From: Wu Fengguang <[email protected]>
If memory corruption hits the free buddy pages, we can safely ignore them.
No one will access them until page allocation time, then prep_new_page()
will automatically check and isolate PG_hwpoison page for us (for 0-order
allocation).
This patch expands prep_new_page() to check every component page in a high
order page allocation, in order to completely stop PG_hwpoison pages from
being recirculated.
Note that the common case -- only allocating a single page, doesn't
do any more work than before. Allocating > order 0 does a bit more work,
but that's relatively uncommon.
This simple implementation may drop some innocent neighbor pages, hopefully
it is not a big problem because the event should be rare enough.
This patch adds some runtime costs to high order page users.
[AK: Improved description]
v2: Andi Kleen:
Port to -mm code
Move check into separate function.
Don't dump stack in bad_pages for hwpoisoned pages.
Signed-off-by: Wu Fengguang <[email protected]>
Signed-off-by: Andi Kleen <[email protected]>
---
mm/page_alloc.c | 20 +++++++++++++++++++-
1 file changed, 19 insertions(+), 1 deletion(-)
--- sound-2.6.orig/mm/page_alloc.c
+++ sound-2.6/mm/page_alloc.c
@@ -233,6 +233,12 @@ static void bad_page(struct page *page)
static unsigned long nr_shown;
static unsigned long nr_unshown;
+ /* Don't complain about poisoned pages */
+ if (PageHWPoison(page)) {
+ __ClearPageBuddy(page);
+ return;
+ }
+
/*
* Allow a burst of 60 reports, then keep quiet for that minute;
* or allow a steady drip of one report per second.
@@ -646,7 +652,7 @@ static inline void expand(struct zone *z
/*
* This page is about to be returned from the page allocator
*/
-static int prep_new_page(struct page *page, int order, gfp_t gfp_flags)
+static inline int check_new_page(struct page *page)
{
if (unlikely(page_mapcount(page) |
(page->mapping != NULL) |
@@ -655,6 +661,18 @@ static int prep_new_page(struct page *pa
bad_page(page);
return 1;
}
+ return 0;
+}
+
+static int prep_new_page(struct page *page, int order, gfp_t gfp_flags)
+{
+ int i;
+
+ for (i = 0; i < (1 << order); i++) {
+ struct page *p = page + i;
+ if (unlikely(check_new_page(p)))
+ return 1;
+ }
set_page_private(page, 0);
set_page_refcounted(page);
--
On Mon, 15 Jun 2009 10:45:30 +0800
Wu Fengguang <[email protected]> wrote:
> From: Wu Fengguang <[email protected]>
>
> If memory corruption hits the free buddy pages, we can safely ignore them.
> No one will access them until page allocation time, then prep_new_page()
> will automatically check and isolate PG_hwpoison page for us (for 0-order
> allocation).
>
> This patch expands prep_new_page() to check every component page in a high
> order page allocation, in order to completely stop PG_hwpoison pages from
> being recirculated.
>
> Note that the common case -- only allocating a single page, doesn't
> do any more work than before.

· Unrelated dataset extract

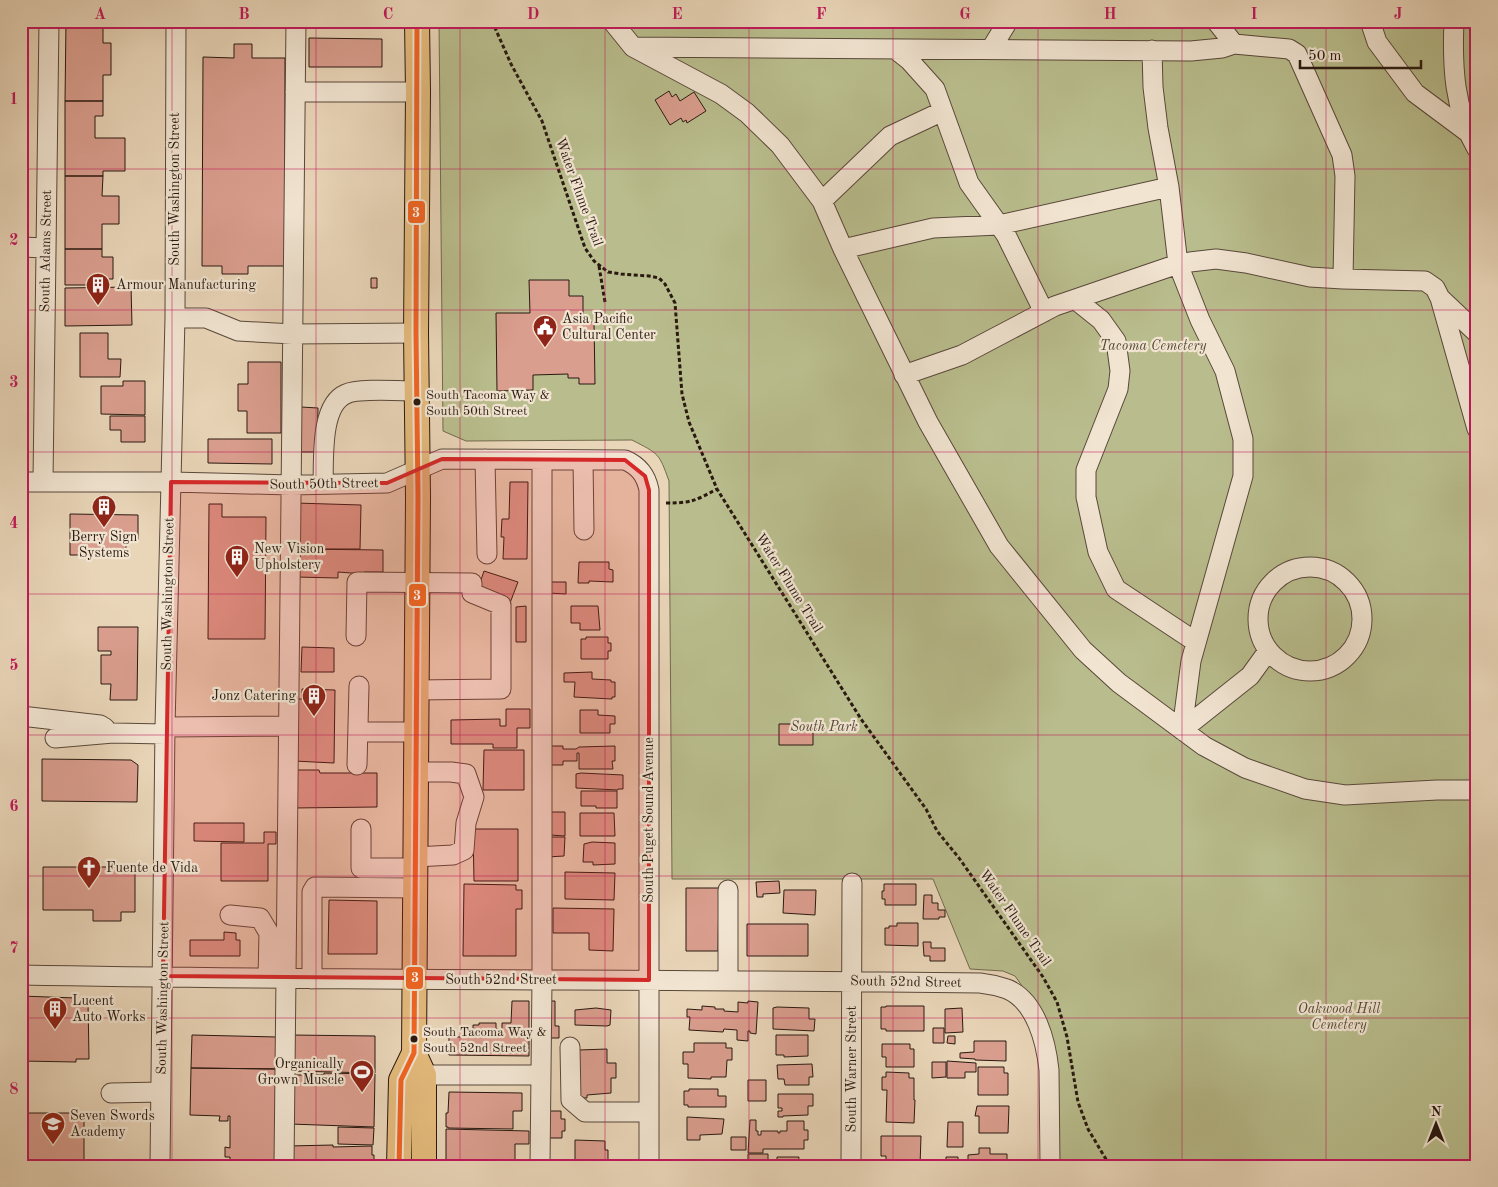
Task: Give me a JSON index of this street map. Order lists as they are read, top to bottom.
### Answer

Allocating > order 0 does a bit more work,
> but that's relatively uncommon.
>
> This simple implementation may drop some innocent neighbor pages, hopefully
> it is not a big problem because the event should be rare enough.
>
> This patch adds some runtime costs to high order page users.
>
> [AK: Improved description]
>
> v2: Andi Kleen:
> Port to -mm code
> Move check into separate function.
> Don't dump stack in bad_pages for hwpoisoned pages.
>
> Signed-off-by: Wu Fengguang <[email protected]>
> Signed-off-by: Andi Kleen <[email protected]>
>
> ---
> mm/page_alloc.c | 20 +++++++++++++++++++-
> 1 file changed, 19 insertions(+), 1 deletion(-)
>
> --- sound-2.6.orig/mm/page_alloc.c
> +++ sound-2.6/mm/page_alloc.c
> @@ -233,6 +233,12 @@ static void bad_page(struct page *page)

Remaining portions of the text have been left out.